TL;DR:
- Our lives are mostly influenced by unpredictable events called Black Swans
- Although people create stories that they were clear from the start, they were not
- Instead of looking at predictions, focus on the balance of upsides and downsides
- You can profit from uncertainty by seeking optionality, which means seeking situations with limited downside and exponential upside
- Step changes in AI require further Black Swans, not tinkering with LLMs
On the (un)importance of forecasts
Nassim Taleb, a famous essayist and statistician, popularized the idea of the Black Swan. By this, he refers to unpredictable events with extreme impact. He argues that our lives are mostly determined by Black Swans. While our lives mostly change incrementally, Black Swans have extreme impact and lead to step changes. They can be positive or negative.
An example of a Black Swan is the transformer, which oftentimes forms the basis of today’s most powerful AI models. It represents a very special architecture that allows AI models to handle context very effectively by determining how important every part of the text is to every other part, regardless of their distance in the text. This mechanism is called self-attention and enables parts of a text, also called Tokens, to attend to each other. If Token A attends to Token B, it means Token B is important to Token A. This means that Token A is paying lots of attention to Token B. It’s called self-attention because the sequence of text is analyzing its own tokens to understand its own context. This allows an AI model to build an incredibly deep, nuanced understanding of a text.
The transformer led to a stepwise increase in AI model performance. Realizing the potential of this technology, investors provided massive amounts of capital, which triggered further research and progress. Unlike the development of the transformer, this progress is incremental.
Afterwards, Black Swans tend to seem predictable from the start. In fact, nothing in the past convincingly pointed to its occurrence. Since Black Swans lie outside the realm of regular expectations, they cannot be forecasted reliably.
Yet, some people were able to predict the 2007/08 financial crisis. Since then, they predicted 8 of the last 2 recessions!

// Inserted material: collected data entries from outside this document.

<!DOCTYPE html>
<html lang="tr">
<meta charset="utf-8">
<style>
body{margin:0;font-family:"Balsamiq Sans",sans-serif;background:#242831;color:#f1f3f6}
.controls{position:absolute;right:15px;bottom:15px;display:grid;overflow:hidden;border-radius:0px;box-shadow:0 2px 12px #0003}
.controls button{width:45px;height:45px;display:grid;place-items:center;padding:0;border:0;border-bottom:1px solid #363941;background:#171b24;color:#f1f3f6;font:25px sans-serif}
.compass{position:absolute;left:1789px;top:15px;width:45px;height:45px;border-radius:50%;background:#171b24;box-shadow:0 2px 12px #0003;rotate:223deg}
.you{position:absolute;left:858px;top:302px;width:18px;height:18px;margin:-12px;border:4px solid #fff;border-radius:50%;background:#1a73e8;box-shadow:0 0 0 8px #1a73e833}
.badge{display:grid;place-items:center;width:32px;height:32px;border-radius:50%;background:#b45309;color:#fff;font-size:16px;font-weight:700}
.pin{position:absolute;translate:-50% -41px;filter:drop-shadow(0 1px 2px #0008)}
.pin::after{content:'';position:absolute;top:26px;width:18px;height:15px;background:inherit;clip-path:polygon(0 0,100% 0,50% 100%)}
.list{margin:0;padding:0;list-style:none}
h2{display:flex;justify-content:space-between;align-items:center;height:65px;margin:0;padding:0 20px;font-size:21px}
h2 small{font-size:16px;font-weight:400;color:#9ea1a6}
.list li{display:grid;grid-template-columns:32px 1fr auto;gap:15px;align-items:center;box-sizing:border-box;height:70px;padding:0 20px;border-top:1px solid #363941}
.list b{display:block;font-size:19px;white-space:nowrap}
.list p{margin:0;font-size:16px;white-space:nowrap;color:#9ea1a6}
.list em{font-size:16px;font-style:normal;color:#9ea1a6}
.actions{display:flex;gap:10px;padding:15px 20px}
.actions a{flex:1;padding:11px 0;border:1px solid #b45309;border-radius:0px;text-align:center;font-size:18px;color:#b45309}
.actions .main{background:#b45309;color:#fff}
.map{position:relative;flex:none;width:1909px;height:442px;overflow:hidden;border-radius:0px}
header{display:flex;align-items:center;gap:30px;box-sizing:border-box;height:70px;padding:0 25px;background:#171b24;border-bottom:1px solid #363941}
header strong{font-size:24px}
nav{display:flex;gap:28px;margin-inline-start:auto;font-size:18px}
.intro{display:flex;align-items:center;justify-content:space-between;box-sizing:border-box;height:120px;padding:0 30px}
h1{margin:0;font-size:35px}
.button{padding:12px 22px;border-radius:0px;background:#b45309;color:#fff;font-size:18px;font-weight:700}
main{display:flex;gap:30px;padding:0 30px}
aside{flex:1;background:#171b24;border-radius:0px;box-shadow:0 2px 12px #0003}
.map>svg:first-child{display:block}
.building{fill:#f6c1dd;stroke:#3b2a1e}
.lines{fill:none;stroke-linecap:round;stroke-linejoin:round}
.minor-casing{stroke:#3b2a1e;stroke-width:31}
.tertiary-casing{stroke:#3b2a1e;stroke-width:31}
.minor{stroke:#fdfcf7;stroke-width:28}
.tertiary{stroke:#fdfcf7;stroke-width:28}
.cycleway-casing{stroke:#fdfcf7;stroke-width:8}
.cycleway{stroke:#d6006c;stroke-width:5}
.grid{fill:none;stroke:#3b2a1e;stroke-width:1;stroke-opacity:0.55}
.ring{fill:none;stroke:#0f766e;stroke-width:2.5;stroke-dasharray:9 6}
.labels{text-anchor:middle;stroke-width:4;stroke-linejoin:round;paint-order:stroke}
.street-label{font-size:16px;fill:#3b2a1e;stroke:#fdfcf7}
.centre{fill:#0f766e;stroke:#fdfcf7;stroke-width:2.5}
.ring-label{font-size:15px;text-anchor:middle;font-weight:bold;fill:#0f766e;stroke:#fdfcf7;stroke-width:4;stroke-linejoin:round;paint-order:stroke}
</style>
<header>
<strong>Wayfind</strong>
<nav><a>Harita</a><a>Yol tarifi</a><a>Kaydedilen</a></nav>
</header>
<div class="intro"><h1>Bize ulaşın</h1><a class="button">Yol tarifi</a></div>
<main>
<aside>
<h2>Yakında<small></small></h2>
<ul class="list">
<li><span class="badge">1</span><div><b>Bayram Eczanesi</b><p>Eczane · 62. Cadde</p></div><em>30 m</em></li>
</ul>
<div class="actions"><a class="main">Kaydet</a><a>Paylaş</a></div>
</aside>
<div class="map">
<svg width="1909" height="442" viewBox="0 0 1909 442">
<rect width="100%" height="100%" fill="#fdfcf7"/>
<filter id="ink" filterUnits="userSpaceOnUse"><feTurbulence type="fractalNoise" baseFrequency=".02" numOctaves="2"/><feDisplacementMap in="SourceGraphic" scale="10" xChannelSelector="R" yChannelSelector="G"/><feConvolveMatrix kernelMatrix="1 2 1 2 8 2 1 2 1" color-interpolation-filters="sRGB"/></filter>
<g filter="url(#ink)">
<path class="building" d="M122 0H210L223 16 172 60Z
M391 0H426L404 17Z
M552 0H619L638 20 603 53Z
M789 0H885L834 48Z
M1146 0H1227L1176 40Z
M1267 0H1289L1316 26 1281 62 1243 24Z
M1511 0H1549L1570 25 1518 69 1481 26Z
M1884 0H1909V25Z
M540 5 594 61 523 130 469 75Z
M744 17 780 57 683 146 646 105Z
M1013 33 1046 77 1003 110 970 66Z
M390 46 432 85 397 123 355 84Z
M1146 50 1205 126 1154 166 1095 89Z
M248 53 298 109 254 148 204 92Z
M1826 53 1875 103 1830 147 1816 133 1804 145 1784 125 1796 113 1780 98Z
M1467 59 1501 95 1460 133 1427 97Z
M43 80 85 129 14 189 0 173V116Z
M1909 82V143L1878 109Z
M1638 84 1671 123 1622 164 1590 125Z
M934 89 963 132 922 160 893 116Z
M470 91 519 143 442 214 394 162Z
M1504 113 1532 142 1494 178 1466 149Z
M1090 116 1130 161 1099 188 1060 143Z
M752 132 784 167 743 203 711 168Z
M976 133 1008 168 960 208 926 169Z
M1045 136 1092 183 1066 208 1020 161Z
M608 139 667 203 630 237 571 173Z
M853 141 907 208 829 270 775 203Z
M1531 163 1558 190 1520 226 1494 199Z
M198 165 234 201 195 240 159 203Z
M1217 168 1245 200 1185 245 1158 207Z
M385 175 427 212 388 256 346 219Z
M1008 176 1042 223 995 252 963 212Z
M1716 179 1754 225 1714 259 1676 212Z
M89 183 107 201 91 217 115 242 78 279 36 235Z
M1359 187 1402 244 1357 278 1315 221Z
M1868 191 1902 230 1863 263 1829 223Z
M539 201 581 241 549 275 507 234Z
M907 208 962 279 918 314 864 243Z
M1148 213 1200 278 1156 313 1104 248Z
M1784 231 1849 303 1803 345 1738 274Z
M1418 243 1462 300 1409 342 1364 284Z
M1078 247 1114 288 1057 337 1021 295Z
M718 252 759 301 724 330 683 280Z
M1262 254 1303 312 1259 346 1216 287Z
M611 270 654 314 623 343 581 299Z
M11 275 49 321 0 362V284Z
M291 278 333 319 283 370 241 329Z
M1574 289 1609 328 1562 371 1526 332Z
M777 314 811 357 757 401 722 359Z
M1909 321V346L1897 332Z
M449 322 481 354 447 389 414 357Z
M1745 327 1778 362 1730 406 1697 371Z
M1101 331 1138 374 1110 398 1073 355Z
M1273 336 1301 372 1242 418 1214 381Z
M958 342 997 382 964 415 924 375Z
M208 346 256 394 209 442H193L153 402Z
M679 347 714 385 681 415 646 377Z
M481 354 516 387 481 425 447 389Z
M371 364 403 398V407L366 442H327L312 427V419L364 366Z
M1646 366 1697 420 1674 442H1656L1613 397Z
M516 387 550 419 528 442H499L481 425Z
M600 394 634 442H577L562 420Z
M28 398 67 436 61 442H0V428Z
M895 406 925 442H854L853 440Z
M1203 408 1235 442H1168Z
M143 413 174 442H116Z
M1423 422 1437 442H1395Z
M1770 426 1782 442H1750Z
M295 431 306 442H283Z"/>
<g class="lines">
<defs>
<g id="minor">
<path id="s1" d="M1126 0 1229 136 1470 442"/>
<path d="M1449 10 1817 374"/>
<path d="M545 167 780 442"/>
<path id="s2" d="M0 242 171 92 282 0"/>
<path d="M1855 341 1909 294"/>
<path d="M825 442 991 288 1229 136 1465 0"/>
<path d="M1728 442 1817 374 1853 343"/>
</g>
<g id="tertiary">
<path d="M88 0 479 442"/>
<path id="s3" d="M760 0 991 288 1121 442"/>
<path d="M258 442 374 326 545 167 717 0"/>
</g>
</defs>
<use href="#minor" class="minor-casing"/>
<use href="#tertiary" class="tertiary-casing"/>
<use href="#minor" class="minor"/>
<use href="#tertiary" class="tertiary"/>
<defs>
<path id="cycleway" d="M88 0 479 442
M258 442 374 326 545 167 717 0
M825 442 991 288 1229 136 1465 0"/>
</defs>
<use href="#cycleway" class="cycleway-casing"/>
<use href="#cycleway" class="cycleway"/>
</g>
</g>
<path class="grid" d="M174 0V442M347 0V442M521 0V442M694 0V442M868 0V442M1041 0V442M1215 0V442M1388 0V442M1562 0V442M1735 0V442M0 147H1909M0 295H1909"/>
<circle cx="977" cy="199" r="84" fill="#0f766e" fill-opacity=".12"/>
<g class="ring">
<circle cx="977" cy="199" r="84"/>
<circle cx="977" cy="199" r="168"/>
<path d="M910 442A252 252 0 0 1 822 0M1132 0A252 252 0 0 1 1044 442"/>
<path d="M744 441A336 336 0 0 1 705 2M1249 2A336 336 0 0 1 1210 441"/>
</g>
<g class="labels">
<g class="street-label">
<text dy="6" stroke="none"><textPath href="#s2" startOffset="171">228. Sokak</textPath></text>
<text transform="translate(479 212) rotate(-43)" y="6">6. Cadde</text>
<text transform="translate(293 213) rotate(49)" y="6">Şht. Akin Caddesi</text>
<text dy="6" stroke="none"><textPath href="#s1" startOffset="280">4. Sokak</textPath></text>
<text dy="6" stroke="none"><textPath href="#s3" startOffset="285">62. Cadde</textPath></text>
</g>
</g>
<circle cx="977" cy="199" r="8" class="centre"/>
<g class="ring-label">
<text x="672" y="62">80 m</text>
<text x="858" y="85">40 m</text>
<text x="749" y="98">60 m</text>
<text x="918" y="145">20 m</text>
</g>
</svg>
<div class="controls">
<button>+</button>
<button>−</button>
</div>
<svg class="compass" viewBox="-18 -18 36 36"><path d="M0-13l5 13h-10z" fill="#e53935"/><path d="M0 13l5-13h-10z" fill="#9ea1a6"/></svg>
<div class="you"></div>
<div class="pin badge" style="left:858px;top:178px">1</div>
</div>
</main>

Focus on building learning systems
Instead of making decisions based on predictions, build systems that do not suffer, but profit from volatility. Those systems are able to adjust to the new circumstances and flourish in the new environment. There are multiple strategies that can be considered when using such systems. One of them is the barbell strategy, which suggests protecting much of a system’s resources while using a small fraction of them for aggressive bets with a very high upside. By striving for situations with minimal downsides and exponential upsides, you can structure a system around asymmetric bets. Taleb calls these situations convex and concludes that convexity is the backbone of antifragility, which means that a system improves from uncertainty. Asymmetric bets can be paired with building intentional redundancy. A simple example of that is establishing multiple income streams, which not only reduce each other’s importance, but can also scale exponentially with limited additional costs. Having low marginal costs, digital services typically fulfill this requirement. Additionally, fast and cheap tinkering tends to reduce potential downsides while leveraging the quick incorporation of feedback to enable big upsides.
Who pays for whose mistakes?
Antifragile systems enforce what is oftentimes called “skin in the game”. By aligning risk and reward, they make sure that people bear the consequences of their actions, especially in the long term. This avoids situations where people profit from short-term success at the expense of future costs borne by other people, leading to responsible decision-making.
Not all performance indicators convey valuable information
Sometimes, badly chosen KPIs cover up fragility. This is especially dangerous when they implicitly assume that a system works linearly, while it actually does not. If 1.000€ get you 100 customers, 1.000.000€ most probably will not get you 100.000 customers. Doubling the number of cars in the streets does not necessarily double travel time, but may lead to catastrophic delays. To prevent unacceptable scenarios, you might also want to take a look at the worst outcome possible and hedge it.
The optimal long-term solution may be out of reach
The longer the time horizon, the more powerful the described strategy becomes. Depending on the area you apply it to, it might take more time than you have for it to pay off. In the meantime, other people may have great success until they are wiped out by the next Black Swan. True success in an asymmetric world is not about outperforming the lucky in the short run, but about ensuring you are still standing when reality catches up with them.
Further step changes in AI require further Black Swans
The next major step forward in AI cannot be predicted. For example, Transformers alone do not suffice for producing fully autonomous, intelligent robots that do humanity’s work. Apart from incremental improvements, we cannot even be sure about the direction AI progress takes. The next step change may lead to different AI systems completely out of reach of today’s imagination. It could happen in 1 year, in 10 years, or never.
From a technical perspective, we are incredibly well positioned for another Black Swan. Huge amounts of capital allow extensive research, limiting technological downside while obtaining astronomical upsides. Even a financial correction will not hinder existing AI systems from becoming ever more powerful. It will just lead to resources being focused on increasing the performance of existing systems incrementally rather than exploring completely new realms of AI, as existing AI systems lead to greater revenue with much more certainty. Until the next Black Swan, we will be stuck with LLMs.